┌──
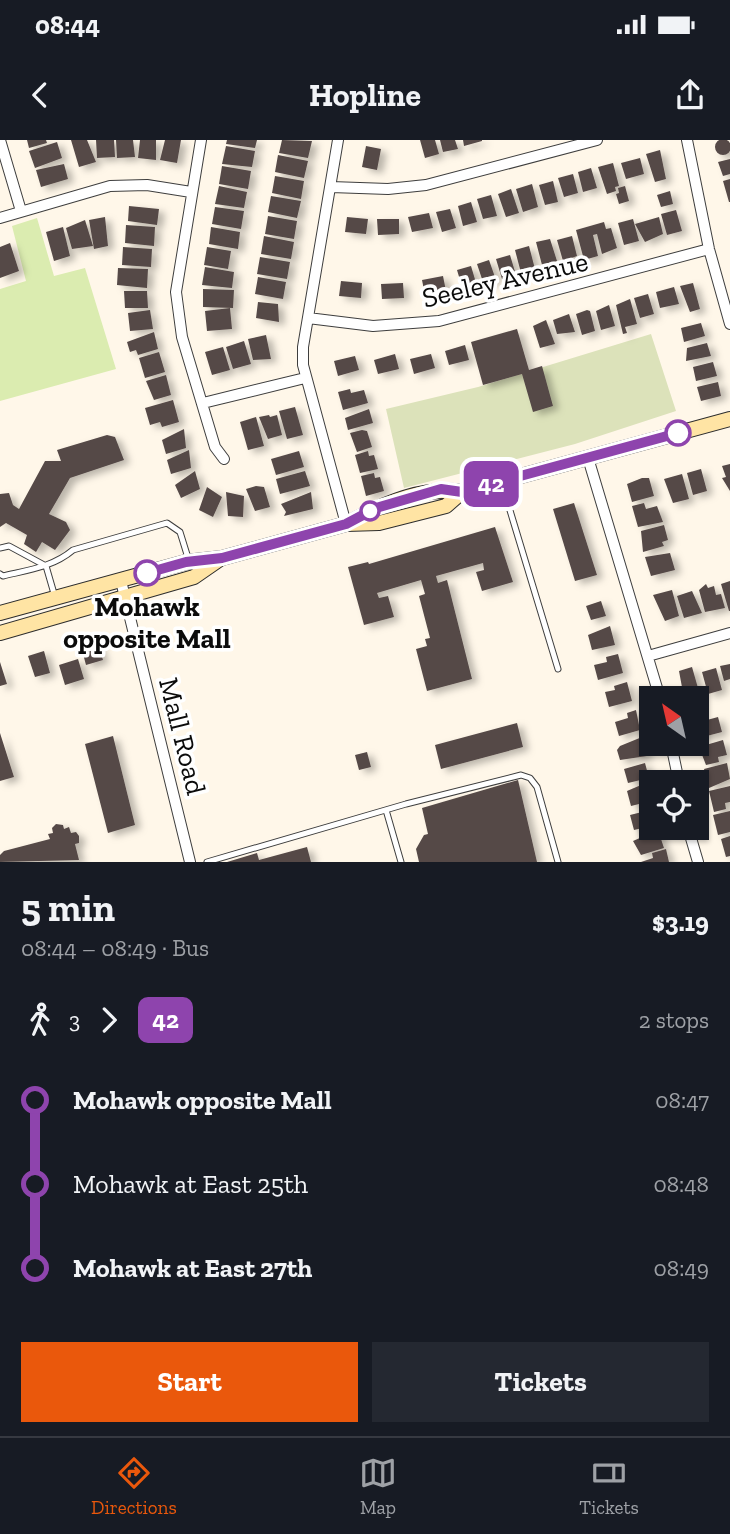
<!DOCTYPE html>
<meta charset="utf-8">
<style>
:root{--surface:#171b24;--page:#242831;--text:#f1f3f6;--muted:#9ea1a6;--line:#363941;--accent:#ea580c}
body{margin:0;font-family:"Zilla Slab",serif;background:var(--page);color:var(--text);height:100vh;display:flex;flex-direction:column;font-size:26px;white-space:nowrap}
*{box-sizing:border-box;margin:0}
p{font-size:23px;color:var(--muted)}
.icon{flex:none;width:38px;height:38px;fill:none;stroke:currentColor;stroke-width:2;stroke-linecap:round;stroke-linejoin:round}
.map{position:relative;height:722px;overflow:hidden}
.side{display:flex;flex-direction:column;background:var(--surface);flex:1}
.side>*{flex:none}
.badge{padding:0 14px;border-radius:10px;font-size:24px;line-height:46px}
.needle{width:46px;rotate:326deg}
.fabs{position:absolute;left:639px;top:546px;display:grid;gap:14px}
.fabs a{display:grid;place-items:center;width:70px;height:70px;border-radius:0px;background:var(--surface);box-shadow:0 2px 5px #0004;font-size:35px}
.map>.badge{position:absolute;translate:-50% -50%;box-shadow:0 0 0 4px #fff}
.legs{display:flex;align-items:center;gap:10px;height:77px;padding:0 21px;font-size:23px}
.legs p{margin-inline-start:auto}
.headline{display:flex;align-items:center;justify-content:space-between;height:119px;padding:0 21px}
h1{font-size:38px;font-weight:700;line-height:52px}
.primary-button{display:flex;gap:14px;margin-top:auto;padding:14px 21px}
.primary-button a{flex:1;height:80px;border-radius:0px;background:var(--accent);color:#fff;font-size:28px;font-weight:700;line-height:80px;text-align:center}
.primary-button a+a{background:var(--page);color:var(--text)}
ul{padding:0 21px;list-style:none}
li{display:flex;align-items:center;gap:24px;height:84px;font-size:26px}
li i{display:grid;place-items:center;width:10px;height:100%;margin:0 9px;background:currentColor}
li i::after{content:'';width:18px;height:18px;margin:-9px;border:5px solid;border-radius:50%;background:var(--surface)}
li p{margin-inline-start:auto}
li:first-child i{background:linear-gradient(#0000 50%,currentColor 0)}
li:last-child i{background:linear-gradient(currentColor 50%,#0000 0)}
.status{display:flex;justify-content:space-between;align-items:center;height:49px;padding:0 35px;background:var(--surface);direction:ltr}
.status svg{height:19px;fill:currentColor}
header{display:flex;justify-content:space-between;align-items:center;height:91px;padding:0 21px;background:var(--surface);font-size:32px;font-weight:700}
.menu{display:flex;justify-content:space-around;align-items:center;height:98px;border-top:2px solid var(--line);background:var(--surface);font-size:19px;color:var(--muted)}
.menu a{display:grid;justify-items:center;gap:4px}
.menu .on{color:var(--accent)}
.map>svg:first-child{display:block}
</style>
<div class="status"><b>08:44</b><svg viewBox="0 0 49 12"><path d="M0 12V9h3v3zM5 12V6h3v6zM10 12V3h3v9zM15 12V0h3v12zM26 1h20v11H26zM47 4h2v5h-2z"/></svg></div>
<header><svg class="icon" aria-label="back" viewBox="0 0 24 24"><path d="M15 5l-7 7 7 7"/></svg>Hopline<svg class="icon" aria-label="share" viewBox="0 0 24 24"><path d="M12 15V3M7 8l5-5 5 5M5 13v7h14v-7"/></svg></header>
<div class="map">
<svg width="730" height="722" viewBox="0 0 730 722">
<defs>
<filter id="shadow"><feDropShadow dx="6" dy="3.5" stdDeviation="3.5" flood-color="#0004"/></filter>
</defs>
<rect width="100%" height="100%" fill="#fff7e9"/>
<path fill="#dbecb0" d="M37 78 54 136 85 128 116 229 0 261V149L26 141 12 86Z"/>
<path fill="#dce2ba" d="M651 194 676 271 575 304 404 348 386 269 478 247Z"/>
<path fill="#554947" filter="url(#shadow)" d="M715 7a8 8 0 1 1 16 0a8 8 0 1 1-16 0Z
M27 0H46L47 3 29 8Z
M71 0H87L96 22 79 27Z
M96 0H114L115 17 97 18Z
M116 0H133L135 17 117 18Z
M140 0H156V20L138 18Z
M165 0H181L177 23 160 20Z
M227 0H257L255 8 226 4Z
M282 0 312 1 308 18 279 13Z
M420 0H435L439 14 425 18Z
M440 0H455L458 9 443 12Z
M463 0H482V1L464 6Z
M57 2 62 18 35 28 29 11Z
M226 6 255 11 252 27 222 24Z
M366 6 381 9 377 30 362 27Z
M660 10 666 39 655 42 646 14Z
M278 15 308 21 304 38 275 32Z
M640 18 644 34 626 39 621 23Z
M730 19V34L723 36 718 22Z
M613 23 619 46 615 47 616 51 607 54 598 27Z
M64 24 68 39 41 47 36 30Z
M222 26 251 31 248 49 219 44Z
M591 28 597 48 583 52 578 32Z
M573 34 578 53 564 57 558 38Z
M275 36 304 41 301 59 272 53Z
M730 39V62H729L723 41Z
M553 41 558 62 545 65 539 45Z
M532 44 538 67 523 72 516 49Z
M219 46 247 52 244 68 215 64Z
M625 46 629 61 619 64 616 54 619 53 618 48Z
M511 49 519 73 506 77 498 54Z
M670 51 673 64 661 67 657 55Z
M491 55 497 76 483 79 477 59Z
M271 56 301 61 297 78 268 72Z
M471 62 477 82 463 86 458 66Z
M129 66 159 69 157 85 128 81Z
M215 67 244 71 241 89 212 84Z
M450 69 456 88 442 92 436 72Z
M676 70 682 91 667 95 661 74Z
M429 73 433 88 412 92 408 77Z
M268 76 297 81 294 99 265 94Z
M105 77 108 106 94 109 89 80Z
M347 77 368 79 366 94 345 92Z
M659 77 663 94 645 102 635 84Z
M377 79H399V94L378 95Z
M633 79 639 101 624 105 618 83Z
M85 80 93 106 72 109 66 88Z
M604 82 606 89 611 88 617 108 602 114 597 94 593 95 598 116 584 120 576 90Z
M126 85 155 87 154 106 125 103Z
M63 87 70 116 54 121 46 92Z
M211 87 240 92 238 109 209 104Z
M264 96 294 102 291 119 261 114Z
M572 96 577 116 563 121 557 100Z
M550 99 557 121 542 125 536 102Z
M10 103 19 131 0 138V107Z
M529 106 535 129 521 133 515 110Z
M123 107 152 109 151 127 122 125Z
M207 107 231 111 228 129 204 125Z
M510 115 516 135 502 139 496 119Z
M260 117 290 122 287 139 257 134Z
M489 120 496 140 484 145 477 124Z
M471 126 477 146 463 150 457 130Z
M205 127 234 132 232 148 202 145Z
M118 128 148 129 147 148 117 145Z
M443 136 446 151 425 155 422 140Z
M258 137 286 142 283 159 255 154Z
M341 141 362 143 361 158 339 156Z
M403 143 404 158 382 159 381 144Z
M693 143 700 169 690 172 680 146Z
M674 147 679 164 660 168 656 152Z
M203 149 234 150 233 168 203 167Z
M124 151H147L148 168H125Z
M648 154 654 174 640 178 634 158Z
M630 159 637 184 625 187 627 193 623 194 616 165Z
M258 162 278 164 279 182 256 178Z
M609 165 615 186 601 190 596 171Z
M230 168 232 189 207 191 205 171Z
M150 170 153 189 130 191 128 173Z
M587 170 590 171 595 191 582 195 576 174Z
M569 174 575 192 557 194 553 180Z
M546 180 555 204 540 208 533 186Z
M701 183 705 196 684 202 681 188Z
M517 189 529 230 542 226 553 266 533 272 522 234 483 245 471 202Z
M154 192 158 209 138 215 136 210 130 212 127 202Z
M266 195 271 219 253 220 248 199Z
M244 201 251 224 233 229 226 207Z
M707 203 711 216 686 221 687 208Z
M465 205 469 220 449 225 445 211Z
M223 207 230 230 212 235 205 212Z
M159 212 165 232 145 238 139 218Z
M395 214 399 229 378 234 374 220Z
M431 214 435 228 414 234 410 219Z
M355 216 359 230 338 236 334 221Z
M713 222 717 236 696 241 693 227Z
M166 235 171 255 154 260 146 241Z
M718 242 721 256 701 261 697 247Z
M350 249 351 253 364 250 368 263 343 270 338 252Z
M173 260 179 282 162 287 160 282 150 285 145 268Z
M295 267 303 295 287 299 279 271Z
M369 269 373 283 348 290 345 278Z
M269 275 270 277 277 275 282 295 268 299 259 277Z
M256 277 264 306 248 310 240 282Z
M184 289 186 308 166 314 162 300Z
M362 290 367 291 372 307 357 312 350 293Z
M107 295 115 297 124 320 70 338 49 374 66 382 70 390 55 410 42 402 36 412 24 404 27 395 6 383 0 387V354L9 353 13 365 19 369 45 321H61L57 310Z
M189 310 191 328 171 334 167 320Z
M299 311 304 327 276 335 271 319Z
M368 311 369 316 374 315 378 329 360 333 355 315Z
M730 324V351L722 338 726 337 722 326Z
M701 329 707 351 693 355 687 333Z
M195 331 200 349 181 358 175 345Z
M305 331 310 346 280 354 276 339Z
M374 333 375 338 380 337 384 351 366 356 361 336Z
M682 334 689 359 673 363 664 339Z
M642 338H649L654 356 632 362 627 344Z
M256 346 264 347 270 367 255 371 246 349Z
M207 347 222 357 213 377 199 370Z
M226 352 244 356 243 377 228 376Z
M311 352 313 369 284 376 286 372 281 364Z
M574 363 597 435 575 441 553 369Z
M644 363 646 369 657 366 663 382 638 387 632 366Z
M664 385 668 400 662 402 664 406 643 412 641 391Z
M495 387 513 442 482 451 476 432 484 430 483 423 436 436 438 443 447 440 472 539 427 551 416 509 427 506 425 499 430 498 419 456 425 454 421 440 377 453 379 458 388 456 394 477 364 485 348 427 368 422 369 424Z
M670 413 675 430 651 436 645 417Z
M730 441V471H729L721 444Z
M706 444 708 448 714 446 716 455 721 454 725 468 705 472 699 450Z
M672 450 679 476 665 481 653 455Z
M692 451 702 473 684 478 677 456Z
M601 461 606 476 591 480 586 466Z
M610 486 615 505 592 510 588 495Z
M95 494 103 520 86 525 79 499Z
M44 511 50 533 35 537 28 516Z
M618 514 623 533 598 540 594 525 607 522 606 517Z
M78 519 84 539 65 545 59 525Z
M0 522 7 544 0 546Z
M730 524V539L724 541 720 526Z
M692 527 700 555 684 558 679 531Z
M716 528 722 550 708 554 702 532Z
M627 542 632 561 609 567 605 552 615 550 614 546Z
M636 570 640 590 619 596 615 582 628 578 627 573Z
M718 577 722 592 699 598 696 583Z
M517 583 523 607 441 629 435 605Z
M0 593 14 637 0 641Z
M113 596 135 685 108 693 85 604Z
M642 597 647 616 620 620 617 610 620 606Z
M723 600 727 615 718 617 719 622 706 625 699 607Z
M367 612 371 627 359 630 355 615Z
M645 623 649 638 628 643 624 629Z
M727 623 730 639 709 648 704 629Z
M518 640 537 722H419L416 709 424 695 428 694 422 668Z
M648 642 651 661 631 666 627 651Z
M730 646V662L725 663 726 669 714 672 709 651Z
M651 663V686L634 690 630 675 642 672 640 666Z
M730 671V692L718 695 713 675Z
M56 684 63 685 64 689 69 687 71 693 76 692 79 696V703L75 704 79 720 0 722V715L4 711 50 699 48 694 53 693 52 688Z
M658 690 664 708 641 715 633 701Z
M730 696V716L726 717 721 699Z
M307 707 311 722H227L257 713 259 720Z
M666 709 669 722H641L653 718 652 713Z"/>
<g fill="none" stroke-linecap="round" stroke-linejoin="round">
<defs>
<path id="service" d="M502 344 558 529
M0 408 9 406 46 426 55 457
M0 434 3 436C28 430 53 427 73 410L167 383 180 392 189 421
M386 670 401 722
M207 722 406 664 521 635 530 638 537 647 558 722"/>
<path id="minor" d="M0 0 21 71
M201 0 176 152 182 197 215 307 224 319
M338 0 303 207V225L346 384
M687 0 709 109 730 184
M331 47 388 49 426 45 597 0
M0 78 110 46 147 45 191 52
M308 178 373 186 439 181 709 109
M203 263 305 238
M588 318 660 558
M121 441 190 722
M648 516 730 493
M671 604 679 642
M688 688 698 722"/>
<path id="secondary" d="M349 383C382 364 424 346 462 352L730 279
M0 473 186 422 222 418 346 384 379 383 446 366 462 352
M0 493 194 437 220 419"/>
</defs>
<use href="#service" stroke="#3e3e3e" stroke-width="7"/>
<use href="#minor" stroke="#3e3e3e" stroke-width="12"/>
<use href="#secondary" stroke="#2d2d2d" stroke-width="16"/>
<use href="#service" stroke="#fff" stroke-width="5"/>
<use href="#minor" stroke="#fff" stroke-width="10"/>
<use href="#secondary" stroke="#ffe4a4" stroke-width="14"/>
</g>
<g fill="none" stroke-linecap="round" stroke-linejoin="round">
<defs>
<path id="line-1" d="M147 433 186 422 222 418 346 384 376 368 441 349 462 352 678 293"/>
</defs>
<use href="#line-1" stroke="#fff" stroke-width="16"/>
<use href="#line-1" stroke="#8e44ad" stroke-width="10"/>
</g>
<g fill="#fff" stroke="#8e44ad" stroke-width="3.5">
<circle cx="678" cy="293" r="12"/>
<circle cx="370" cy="371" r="9"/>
<circle cx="147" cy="433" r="12"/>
</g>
<g text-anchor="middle" stroke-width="7" stroke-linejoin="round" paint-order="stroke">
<g font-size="28" fill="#0b0b0b" stroke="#fff">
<text transform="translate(505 139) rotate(-13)" y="10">Seeley Avenue</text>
<text transform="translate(183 596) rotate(76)" y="10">Mall Road</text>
</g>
<g font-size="28" font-weight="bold" fill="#0b0b0b" stroke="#fff">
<text x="147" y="476">Mohawk<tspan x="147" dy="32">opposite Mall</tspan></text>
</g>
</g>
</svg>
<div class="fabs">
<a><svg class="needle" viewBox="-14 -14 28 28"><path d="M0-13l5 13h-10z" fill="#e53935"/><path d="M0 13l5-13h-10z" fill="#9ea1a6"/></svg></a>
<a><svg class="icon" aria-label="locate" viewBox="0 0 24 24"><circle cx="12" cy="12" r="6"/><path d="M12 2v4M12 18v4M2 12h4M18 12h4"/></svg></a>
</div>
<b class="badge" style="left:491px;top:344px;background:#8e44ad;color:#fff">42</b>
</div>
<section class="side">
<div class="headline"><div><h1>5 min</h1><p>08:44 – 08:49 · Bus</p></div><b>$3.19</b></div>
<div class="legs"><svg class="icon" aria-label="walk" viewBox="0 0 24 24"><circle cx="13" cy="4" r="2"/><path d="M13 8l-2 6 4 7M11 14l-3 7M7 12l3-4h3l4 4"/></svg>3<svg class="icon" aria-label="forward" viewBox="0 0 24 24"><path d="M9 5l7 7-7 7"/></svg><b class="badge" style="background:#8e44ad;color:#fff">42</b><p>2 stops</p></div>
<ul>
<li><i style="color:#8e44ad"></i><b>Mohawk opposite Mall</b><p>08:47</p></li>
<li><i style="color:#8e44ad"></i><span>Mohawk at East 25th</span><p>08:48</p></li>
<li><i style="color:#8e44ad"></i><b>Mohawk at East 27th</b><p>08:49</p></li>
</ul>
<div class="primary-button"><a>Start</a><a>Tickets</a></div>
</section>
<nav class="menu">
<a class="on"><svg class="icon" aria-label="directions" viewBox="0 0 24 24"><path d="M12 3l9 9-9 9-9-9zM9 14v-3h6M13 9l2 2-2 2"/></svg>Directions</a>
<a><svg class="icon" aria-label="map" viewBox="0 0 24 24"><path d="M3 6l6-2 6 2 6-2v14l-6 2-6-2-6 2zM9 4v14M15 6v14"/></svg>Map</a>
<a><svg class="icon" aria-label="tickets" viewBox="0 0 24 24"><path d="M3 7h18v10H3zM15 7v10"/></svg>Tickets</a>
</nav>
└──
- _GOAL OF THE EXERCISE_: Report how many lines of the data above include "fabs", giving the number and no other words.

- _OUTPUT OF THE EXERCISE_: 3